Çarlık Rusyası Kafkasya politikasını XX. yüzyılın başlarında da değiştirmedi. Ruslardan aldığı destekten faydalanan Ermeniler, Eçmiadzinin nüfuzunun ve biriktirilmiş büyük miktarda para sayesinde Kafkasya bölgesinde önemli bir yer aldılar. Devlet memurlarının çoğu Ermenilerden seçiliyordu, sanayi dallarında da genelde Ermeni burjuvaziler tarafından kontrol ediliyordu. Buna rağmen hem Çarlık, hem de Kafkasya’da egemenliğini kazanmaya çalışan Ermeniler Gürcülerin bölgesel önemini kabul ediyorlardı.

Osmanlı Devletine karşı Ermenileri kullanmaya çalışan Rusya, sıcak denizlere inmek için Anadolu’nun doğu bölgelerini ve Boğazları zapt etmek için elinden geleni yapıyordu. Fakat “Avrupa’nın Hasta Adamı” Osmanlı Devletinin Rusya’nın nüfuzuna girmesi Avrupalı devletlerin planlarına uymuyordu. Bu devletler Rusya’nın güneye ilerlemesini engelliyorlardı.

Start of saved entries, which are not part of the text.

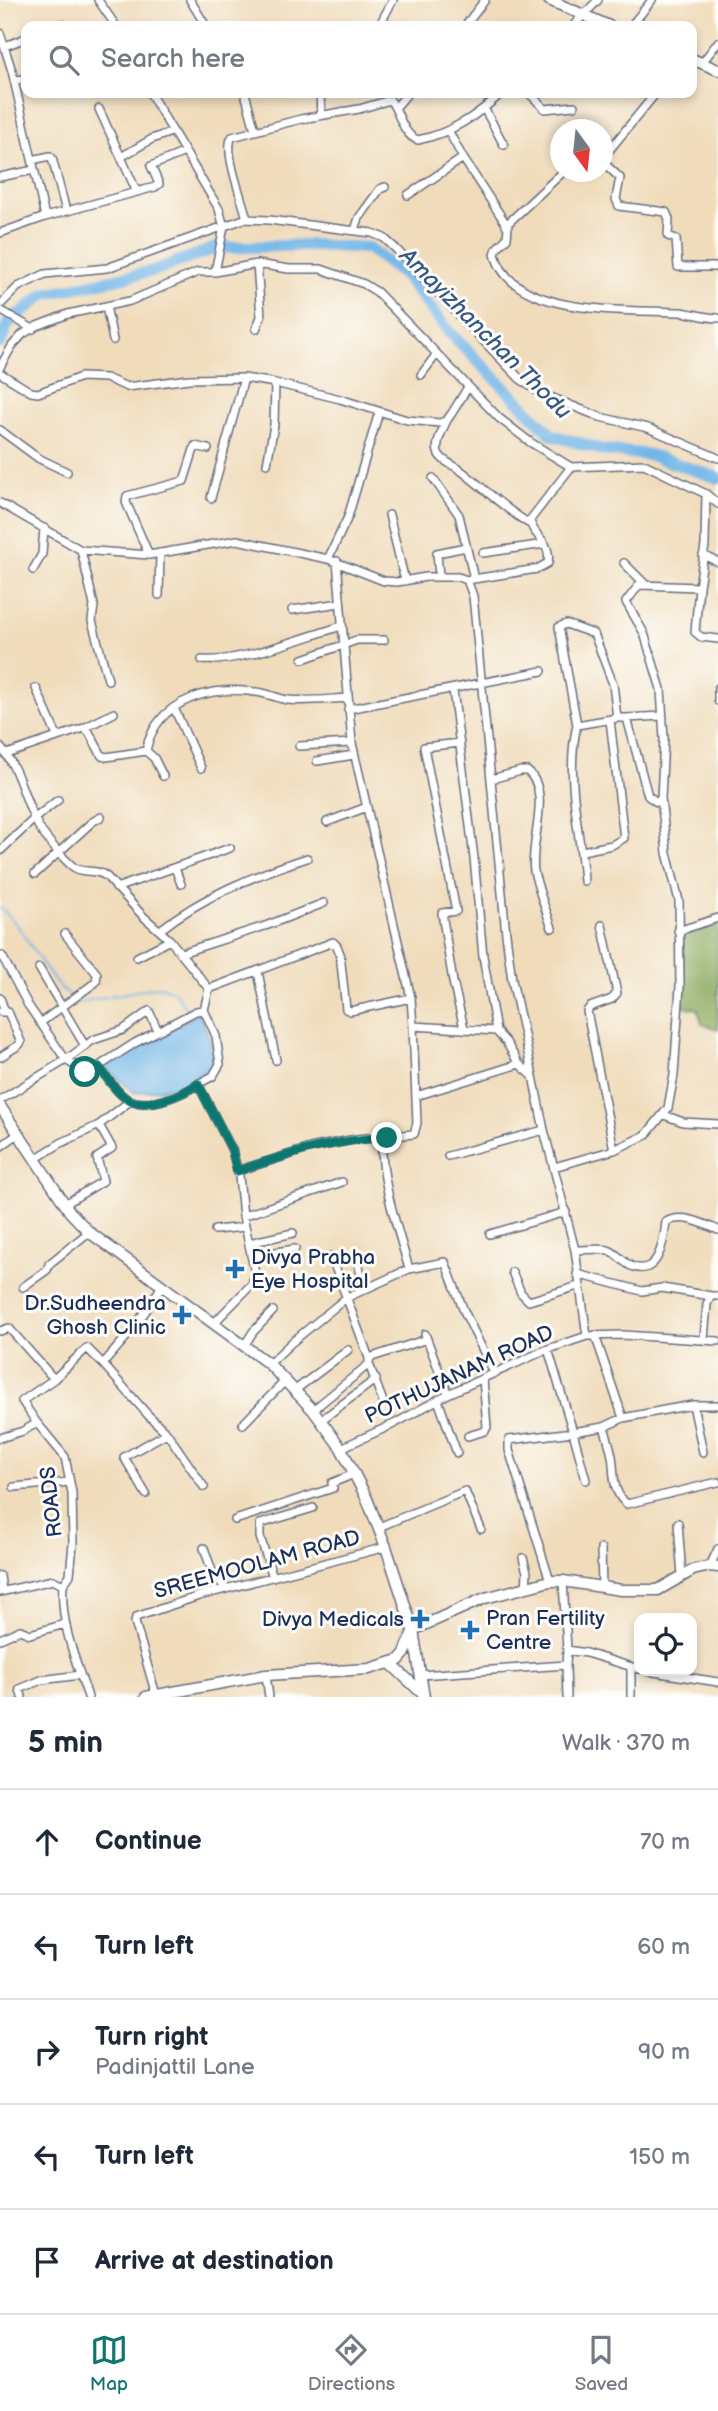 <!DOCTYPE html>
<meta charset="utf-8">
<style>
body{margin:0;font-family:"Balsamiq Sans",sans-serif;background:#f2f2f3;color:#1f2937}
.controls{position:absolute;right:21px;bottom:21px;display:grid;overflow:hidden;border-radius:14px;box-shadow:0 4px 10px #0003}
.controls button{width:63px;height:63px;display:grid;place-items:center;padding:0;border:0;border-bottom:2px solid #e0e1e3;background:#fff;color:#1f2937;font:35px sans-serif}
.compass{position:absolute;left:550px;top:119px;width:63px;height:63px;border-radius:50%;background:#fff;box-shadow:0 4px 10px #0003;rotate:165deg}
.stop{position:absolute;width:21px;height:21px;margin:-16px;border:5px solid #0f766e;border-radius:50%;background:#fff}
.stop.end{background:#0f766e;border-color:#fff;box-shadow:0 2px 7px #0008}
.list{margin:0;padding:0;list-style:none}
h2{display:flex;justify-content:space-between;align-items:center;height:91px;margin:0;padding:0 28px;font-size:30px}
h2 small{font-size:23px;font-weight:400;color:#747a83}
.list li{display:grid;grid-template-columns:46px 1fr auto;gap:21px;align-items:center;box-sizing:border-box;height:105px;padding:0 28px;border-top:2px solid #e0e1e3}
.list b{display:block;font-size:26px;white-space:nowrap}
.list p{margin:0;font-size:23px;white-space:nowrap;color:#747a83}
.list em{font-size:23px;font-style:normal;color:#747a83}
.icon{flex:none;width:38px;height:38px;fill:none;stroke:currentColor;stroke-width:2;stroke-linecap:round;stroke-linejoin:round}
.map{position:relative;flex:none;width:718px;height:1697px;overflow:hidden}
.search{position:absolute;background:#fff;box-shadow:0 4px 10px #0003;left:21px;right:21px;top:21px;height:77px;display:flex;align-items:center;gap:18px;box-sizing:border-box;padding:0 24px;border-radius:14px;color:#747a83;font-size:26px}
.sheet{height:616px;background:#fff}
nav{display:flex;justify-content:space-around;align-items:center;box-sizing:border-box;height:98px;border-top:2px solid #e0e1e3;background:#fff;font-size:19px;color:#747a83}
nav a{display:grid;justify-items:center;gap:4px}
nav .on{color:#0f766e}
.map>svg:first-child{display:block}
.forest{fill:#88a85c;stroke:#526c5d;stroke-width:2}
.water{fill:#72b6e8;stroke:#4672a3;stroke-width:2}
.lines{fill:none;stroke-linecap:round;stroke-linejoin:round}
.stream{stroke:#72b6e8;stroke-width:2}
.river{stroke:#72b6e8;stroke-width:12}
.minor-casing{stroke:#666c7f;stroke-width:10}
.secondary-casing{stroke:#666c7f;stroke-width:13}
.minor{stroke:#fff;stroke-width:7}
.secondary{stroke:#fff;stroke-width:10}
.route{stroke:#0f766e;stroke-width:9}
.poi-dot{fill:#1f6fb2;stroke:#fdfcf7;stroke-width:2.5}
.labels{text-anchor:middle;stroke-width:6;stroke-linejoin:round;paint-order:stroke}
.poi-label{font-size:21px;fill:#1b2f5e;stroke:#fdfcf7;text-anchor:start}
.street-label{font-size:21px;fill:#1b2f5e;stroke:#fdfcf7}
.water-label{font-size:23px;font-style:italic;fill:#355887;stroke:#fdfcf7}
</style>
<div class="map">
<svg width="718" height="1697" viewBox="0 0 718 1697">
<rect width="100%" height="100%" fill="#fdfcf7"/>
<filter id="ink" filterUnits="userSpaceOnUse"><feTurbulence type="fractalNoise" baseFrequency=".0143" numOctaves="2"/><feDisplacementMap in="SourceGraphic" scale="14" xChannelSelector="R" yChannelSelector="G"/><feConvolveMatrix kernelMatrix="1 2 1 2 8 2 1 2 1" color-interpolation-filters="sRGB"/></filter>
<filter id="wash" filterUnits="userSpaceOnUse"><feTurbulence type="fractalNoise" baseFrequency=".00686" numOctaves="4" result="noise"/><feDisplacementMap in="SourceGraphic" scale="28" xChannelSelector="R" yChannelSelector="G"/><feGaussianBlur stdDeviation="1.57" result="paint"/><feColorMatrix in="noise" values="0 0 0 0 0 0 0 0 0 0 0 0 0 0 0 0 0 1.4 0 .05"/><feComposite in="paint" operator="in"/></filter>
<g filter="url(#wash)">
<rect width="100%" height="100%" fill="#f0dcbb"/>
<path class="forest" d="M718 923V1029L702 1024 698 1009 683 1006V936Z"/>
<path class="water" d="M199 1013 210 1040 215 1064 181 1086 135 1093 108 1070V1066L117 1059Z"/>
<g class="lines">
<path class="stream" d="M0 908C29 931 40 971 68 995
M76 1003 161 986 175 992 186 1008"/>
<path class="river" d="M0 343 8 323 45 294 153 271 216 248 313 245 368 248 406 277 449 332 552 435 603 450 650 455 718 478"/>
</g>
</g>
<g filter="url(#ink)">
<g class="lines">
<defs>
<path id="minor" d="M98 0 116 26
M190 0 206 26
M57 26 63 24
M379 26 393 0
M465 26 485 0
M573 26 598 0
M631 26 652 0
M0 33 12 71 45 217
M5 46 26 38
M702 63 718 42
M14 81 26 78
M150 93 219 209 224 227 215 272
M245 93 255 130
M320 93 321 115
M529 93 545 109 574 106
M396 107 408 93
M484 108 504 145
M99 109 136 190
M449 132 463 158 508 227 507 238 497 248 495 254C511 318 630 309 680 312 693 313 705 318 718 318
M121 157 152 139 171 132
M602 159 656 93
M32 160 50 156 52 158 66 211
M602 161 620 178 616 199 619 206 666 212 669 219 668 236 676 239 678 267H718
M588 172H595
M0 177 34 170
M408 195 463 158
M247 219C243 201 223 151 232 137L301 119 359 109 390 100C400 112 402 135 418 140 452 133 476 116 502 93
M506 225 563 172
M355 230 359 218 380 189 385 187
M0 233 45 217 155 187 159 184 151 166 185 152
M0 305 18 287 45 274 107 268 244 219 269 220 372 233 384 238 396 249 520 379 540 393 600 417 648 428 718 458
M106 306 113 340
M0 310 33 329
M256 329 261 317 257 264
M0 367 12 346 23 334 37 326 68 314 130 301 198 272H215L257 264 289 269H321L364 284 377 292 499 418 530 442 571 467 644 464 706 494 718 504
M0 373 31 392 38 393 81 377 106 378 127 387 189 379 244 378 275 383 340 399 407 420 440 423 447 420 452 413 468 387
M421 375 436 355
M447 420C443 429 435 443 438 452 440 460 453 465 459 469 483 487 504 509 530 524
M0 430 38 458 67 472
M267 464 274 425 275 383
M433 478 459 515 474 579
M211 498 244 378
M0 503 81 550 149 555 237 540 328 559 384 581 397 582 426 577H458L467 580 473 596 506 934 512 980 533 1076
M389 515 405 581
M81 550 94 605 92 621 108 680
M483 553 545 544
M149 555 126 502 127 496 184 481 195 446 208 449
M703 555 718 562
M328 559 348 517 379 412
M337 561 352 743 411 998 413 1026 496 1031 506 1042 519 1064 533 1076 544 1130 575 1250 587 1336
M624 563 645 584
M33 570 42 554 44 528
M439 577 437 553 466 547
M467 580 537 569 548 563C552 540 532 537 530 520L571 467
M699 587 695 632 701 637 718 639
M159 595 160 553
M292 610 340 603
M303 659 357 640H384
M202 660C240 663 304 637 342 626
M36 688 57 736
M718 688V701
M453 690 474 858 483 956 496 1031
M174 708 201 768
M348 709 542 671
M617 718 577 725 559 627 566 624 594 634 613 684 617 718H627L648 796 657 802 661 798
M627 718 662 716
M577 725C565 776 580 830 584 881
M84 728 114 713
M460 743 424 747 456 911 442 913 453 982 464 1028
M299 746 352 743
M0 747C23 772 24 809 45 836 51 844 67 863 75 868 85 874 97 868 107 877L143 916 170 940 209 989 204 1010
M146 751C156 698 215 684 262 693 271 695 280 699 288 700 307 702 329 699 348 698
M7 754 84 728 89 732 102 756 106 757 146 751 154 758 163 776
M317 761 354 755
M491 779 521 771H527C553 791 529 843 534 871 538 890 546 910 552 928
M327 822 367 807
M0 851 35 818 58 800
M582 851 612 845 624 838 610 720
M175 868 181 884
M35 874 92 822 101 817
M116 888 230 848
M602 925 617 993 612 999 590 1007 587 1011 614 1150
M160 930C203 896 255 875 307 858
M678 931 718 918
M181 953 268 925 324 903
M2 956 28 1005 66 1060 93 1040 123 1030 149 1011 158 1031
M137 957 170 940
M39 968 85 1046
M258 972 276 1060
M209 989 333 942 337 946 340 954 346 1009 350 1011 411 998
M0 998 5 1012H1
M204 1010 216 1036 220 1064 213 1076 198 1084 232 1150 239 1176 243 1216 255 1273 252 1284 214 1323
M40 1023 96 982 97 974 65 934
M0 1057 19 1045 21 1042 8 1012H5
M99 1067C106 1076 118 1095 129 1100 149 1109 182 1095 198 1084
M416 1096 519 1064
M0 1100 66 1060 85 1072H90L135 1043 196 1011 204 1010
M664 1115 683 1122 718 1124
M99 1125 130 1101
M382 1138C380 1180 398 1229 409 1269
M0 1147 18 1134
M448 1156 544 1130
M35 1159 61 1143 99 1125 112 1148 97 1158 103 1181 65 1204
M554 1167 614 1150 646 1135 668 1108 674 1075 680 986 679 901 667 853 661 798 664 739 661 689 644 633 626 602 639 585 699 587 705 545 706 494
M237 1171 310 1148 356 1139 414 1134 417 1123 413 1026
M243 1216 342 1182
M215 1230 245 1227
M490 1234 566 1212
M249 1243 293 1233
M575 1250C583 1250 601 1248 608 1250 617 1253 623 1262 631 1266 659 1278 664 1240 666 1222 682 1213 702 1223 718 1230
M251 1256 295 1249
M331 1256 369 1358
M357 1257 364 1289
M512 1272 521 1293 529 1301 578 1286
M577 1274 642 1291 662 1288 711 1296
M162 1286 135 1327 103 1364 148 1415 167 1433 204 1487
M23 1287 47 1270 49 1264 89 1232
M0 1331 9 1328 54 1379
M425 1334 448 1394
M595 1335 623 1418
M704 1339 707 1304 711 1296H718
M244 1346 253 1332 273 1311
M548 1349 573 1432 509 1440V1450L550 1581
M369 1363V1358L427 1339
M269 1364 291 1343 346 1298 409 1269 445 1262 464 1311 494 1373
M294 1391 348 1350
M438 1400 457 1453
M693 1405 703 1452
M313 1410 369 1364 383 1402
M320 1421 376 1379
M37 1423 65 1457 72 1493 73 1544 70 1575 63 1585
M243 1424 284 1382
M604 1427C607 1436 610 1446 612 1456 615 1473 611 1492 627 1504L718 1482
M468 1436 485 1431 487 1427 483 1379
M0 1438 23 1431 37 1423 22 1401 54 1379 87 1348 103 1364
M341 1448 394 1424 448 1394 548 1349 587 1336 623 1335 718 1341
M586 1480 573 1432 604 1427 623 1418 670 1409 693 1405H718
M14 1487 70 1482
M146 1494 124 1457 167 1433
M235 1520 333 1488 332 1483 354 1474
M678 1523 682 1576
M379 1527 465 1491 481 1529
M204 1548 213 1574 226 1588
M601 1549 602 1587
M523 1558 527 1572 526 1588
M710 1566 718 1549
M0 1576 2 1591
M273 1577 260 1537V1524L313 1508
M563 1581 567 1650
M0 1592 53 1580 63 1585C60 1624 76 1661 88 1697
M0 1639 20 1630 30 1634 65 1624
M566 1665 567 1697
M647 1671 718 1682
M266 1675 269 1697
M420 1675 566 1665 567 1650 586 1653 639 1669
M156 1695 135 1622 136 1617 199 1596 386 1547
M22 1697 20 1689 41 1680 80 1675
M631 1697V1668"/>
<path id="secondary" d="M549 0 609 26
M692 59 718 70
M0 1106 70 1212 89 1232 269 1364 313 1410 341 1448 367 1499 386 1547 413 1630 424 1697
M413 1630 485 1598 550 1581H563L621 1590H658L693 1570 710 1566 718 1567
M390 1663 423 1694
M146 1697 266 1675 369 1669 399 1660 405 1653 412 1634"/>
</defs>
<use href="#minor" class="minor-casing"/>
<use href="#secondary" class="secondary-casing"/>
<use href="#minor" class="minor"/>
<use href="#secondary" class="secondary"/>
</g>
</g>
<g class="lines" filter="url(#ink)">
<path class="route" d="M85 1072H90L99 1067C106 1076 118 1095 129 1100 149 1109 181 1095 198 1084L232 1150 237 1171C287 1155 334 1139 387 1138"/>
</g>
<g class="poi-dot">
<path d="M231.5 1258.5h7v7h7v7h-7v7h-7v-7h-7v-7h7z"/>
<path d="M178.5 1304.5h7v7h7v7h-7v7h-7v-7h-7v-7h7z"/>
<path d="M416.5 1608.5h7v7h7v7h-7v7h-7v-7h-7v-7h7z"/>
<path d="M466.5 1619.5h7v7h7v7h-7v7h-7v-7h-7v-7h7z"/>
</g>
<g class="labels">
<g class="poi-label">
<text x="251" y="1264">Divya Prabha<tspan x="251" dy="24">Eye Hospital</tspan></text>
<text x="166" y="1310" text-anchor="end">Dr.Sudheendra<tspan x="166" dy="24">Ghosh Clinic</tspan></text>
<text x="486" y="1625">Pran Fertility<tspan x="486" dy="24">Centre</tspan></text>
<text x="404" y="1626" text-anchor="end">Divya Medicals</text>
</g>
<g class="street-label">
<text transform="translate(459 1374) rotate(-25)" y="7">POTHUJANAM ROAD</text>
<text transform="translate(51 1502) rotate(-96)" y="7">ROADS</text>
<text transform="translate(257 1564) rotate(-15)" y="7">SREEMOOLAM ROAD</text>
</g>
<g class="water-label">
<text transform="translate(486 333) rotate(45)" y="8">Amayizhanchan Thodu</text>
</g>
</g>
</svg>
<div class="controls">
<button><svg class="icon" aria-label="locate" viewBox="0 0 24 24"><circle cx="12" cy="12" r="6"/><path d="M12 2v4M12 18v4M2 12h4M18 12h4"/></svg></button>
</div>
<svg class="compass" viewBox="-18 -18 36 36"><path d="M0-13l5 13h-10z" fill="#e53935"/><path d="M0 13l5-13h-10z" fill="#747a83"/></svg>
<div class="stop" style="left:85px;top:1072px"></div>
<div class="stop end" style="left:387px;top:1138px"></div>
<div class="search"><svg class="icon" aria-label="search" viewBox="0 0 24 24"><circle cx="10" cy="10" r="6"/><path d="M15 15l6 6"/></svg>Search here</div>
</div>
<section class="sheet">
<h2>5 min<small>Walk · 370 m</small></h2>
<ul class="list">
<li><svg class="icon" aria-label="ahead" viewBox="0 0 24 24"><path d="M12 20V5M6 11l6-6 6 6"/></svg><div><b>Continue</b></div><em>70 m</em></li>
<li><svg class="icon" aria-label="left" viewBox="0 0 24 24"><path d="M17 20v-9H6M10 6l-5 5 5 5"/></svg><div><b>Turn left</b></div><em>60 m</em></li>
<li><svg class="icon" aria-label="right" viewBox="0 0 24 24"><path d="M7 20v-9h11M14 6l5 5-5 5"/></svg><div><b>Turn right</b><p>Padinjattil Lane</p></div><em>90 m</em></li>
<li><svg class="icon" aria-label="left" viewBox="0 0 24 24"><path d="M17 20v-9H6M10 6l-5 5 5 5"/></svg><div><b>Turn left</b></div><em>150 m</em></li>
<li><svg class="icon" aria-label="arrive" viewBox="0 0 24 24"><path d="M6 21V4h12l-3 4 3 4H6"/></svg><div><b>Arrive at destination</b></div></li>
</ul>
</section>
<nav>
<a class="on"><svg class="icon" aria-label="map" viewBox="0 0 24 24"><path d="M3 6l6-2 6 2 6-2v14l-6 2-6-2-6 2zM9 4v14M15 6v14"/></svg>Map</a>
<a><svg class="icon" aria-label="directions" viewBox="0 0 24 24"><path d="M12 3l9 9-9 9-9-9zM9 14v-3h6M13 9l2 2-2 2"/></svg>Directions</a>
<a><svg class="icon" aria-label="saved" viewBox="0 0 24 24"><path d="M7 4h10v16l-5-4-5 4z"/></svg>Saved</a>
</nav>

Aynı zamanda eski gücünü ve şöhretini kazanmaya çalışan Osmanlı İmparatorluğu, güçlü bir ordu kurulmasını ve kaybedilen toprakların geri alınmasını düşünüyordu. Osmanlı Devletinin hükümetine Jön Türklerin gelmesiyle beraber, Türklerin Kafkasya ve Orta Asya’da yaşayan Türk soylu milletlerine ve bu bölgelerdeki doğal zenginliklerine ilgisi arttı. Bu milletlerle sıkı bir ilişki kurmaya çalışan Jön Türkler, doğudan yeni güç ve servet almayı düşünmekle beraber, eski düşmanı Rus İmparatorluğu’nun güçsüzleştirilmesini ve dağıtılmasını da istiyorlardı.

Gürcüler, hem Jön Türklerin, hem Çarlık Rusya’nın Kafkasya politikasına karşıydılar ve her yolla Gürcü milletinin dağıtılmasını engelliyorlardı. Rus İmparatorluğu’na katılmasından hemen sonra Çarlığa karşı isyanların düzenlenmesiyle beraber, Gürcü aydınlar tüm engellere rağmen Hıristiyan ve Müslüman Gürcülerin birleşmesi için aktif faaliyetlere başladılar. Bununla beraber, Gürcü siyasetçiler Gürcistan’ın Rus İmparatorluğu’ndan ayrılmasını ya da 1783 Georgevsk Gürcü-Rus Antlaşmasına göre İmparatorluk içinde özerklik kazanması için de siyasi araçlar kullanmaktaydılar.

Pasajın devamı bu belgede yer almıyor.